### WHAT NEEDS TO BE DONE
Copy out each line containing "image" from the entries below.

### SOURCE MATERIAL
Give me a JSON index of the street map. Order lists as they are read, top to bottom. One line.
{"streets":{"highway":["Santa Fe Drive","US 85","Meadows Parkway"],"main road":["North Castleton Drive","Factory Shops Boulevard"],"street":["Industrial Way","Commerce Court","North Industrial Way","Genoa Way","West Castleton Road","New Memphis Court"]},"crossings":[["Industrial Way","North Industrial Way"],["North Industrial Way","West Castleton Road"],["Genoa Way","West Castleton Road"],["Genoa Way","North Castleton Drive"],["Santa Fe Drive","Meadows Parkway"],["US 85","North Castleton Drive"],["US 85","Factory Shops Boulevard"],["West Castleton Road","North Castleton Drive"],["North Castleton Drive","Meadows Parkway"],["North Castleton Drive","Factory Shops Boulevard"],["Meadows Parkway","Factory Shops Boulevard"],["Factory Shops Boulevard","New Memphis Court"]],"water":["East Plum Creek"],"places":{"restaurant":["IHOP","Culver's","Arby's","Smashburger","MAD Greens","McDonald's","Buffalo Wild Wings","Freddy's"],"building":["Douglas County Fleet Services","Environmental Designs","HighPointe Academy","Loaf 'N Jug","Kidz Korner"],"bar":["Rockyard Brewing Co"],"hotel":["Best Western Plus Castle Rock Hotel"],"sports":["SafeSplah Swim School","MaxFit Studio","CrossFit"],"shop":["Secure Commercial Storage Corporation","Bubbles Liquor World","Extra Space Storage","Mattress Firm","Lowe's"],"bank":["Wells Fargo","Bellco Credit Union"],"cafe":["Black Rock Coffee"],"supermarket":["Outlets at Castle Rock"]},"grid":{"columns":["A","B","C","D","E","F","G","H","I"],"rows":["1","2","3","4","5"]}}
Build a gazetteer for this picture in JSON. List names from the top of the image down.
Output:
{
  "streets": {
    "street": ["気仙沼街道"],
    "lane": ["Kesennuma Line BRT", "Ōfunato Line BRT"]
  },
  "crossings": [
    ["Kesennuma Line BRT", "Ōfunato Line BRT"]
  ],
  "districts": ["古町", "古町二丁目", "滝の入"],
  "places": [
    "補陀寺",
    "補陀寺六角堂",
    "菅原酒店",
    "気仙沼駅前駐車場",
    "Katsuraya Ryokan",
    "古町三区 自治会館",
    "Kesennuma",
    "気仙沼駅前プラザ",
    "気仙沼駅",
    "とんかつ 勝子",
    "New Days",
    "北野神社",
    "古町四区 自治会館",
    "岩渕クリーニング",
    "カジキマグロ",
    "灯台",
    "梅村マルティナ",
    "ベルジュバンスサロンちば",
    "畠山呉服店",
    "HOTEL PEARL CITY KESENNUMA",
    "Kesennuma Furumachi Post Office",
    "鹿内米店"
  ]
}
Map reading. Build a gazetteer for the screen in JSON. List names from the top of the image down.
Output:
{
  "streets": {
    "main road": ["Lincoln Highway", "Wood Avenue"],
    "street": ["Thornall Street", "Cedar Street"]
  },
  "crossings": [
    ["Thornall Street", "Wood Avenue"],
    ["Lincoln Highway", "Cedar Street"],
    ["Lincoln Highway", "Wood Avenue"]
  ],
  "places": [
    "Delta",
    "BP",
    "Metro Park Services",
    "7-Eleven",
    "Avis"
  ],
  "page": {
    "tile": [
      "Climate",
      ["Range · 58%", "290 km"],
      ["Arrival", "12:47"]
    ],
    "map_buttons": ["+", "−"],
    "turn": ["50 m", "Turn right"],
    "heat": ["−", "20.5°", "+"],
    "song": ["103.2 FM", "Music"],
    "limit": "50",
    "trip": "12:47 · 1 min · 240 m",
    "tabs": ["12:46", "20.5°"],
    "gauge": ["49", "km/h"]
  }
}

### ANSWER SECTION
Build a gazetteer for this picture in JSON. List names from the top of the image down.
Map reading. Build a gazetteer for the screen in JSON. List names from the top of the image down.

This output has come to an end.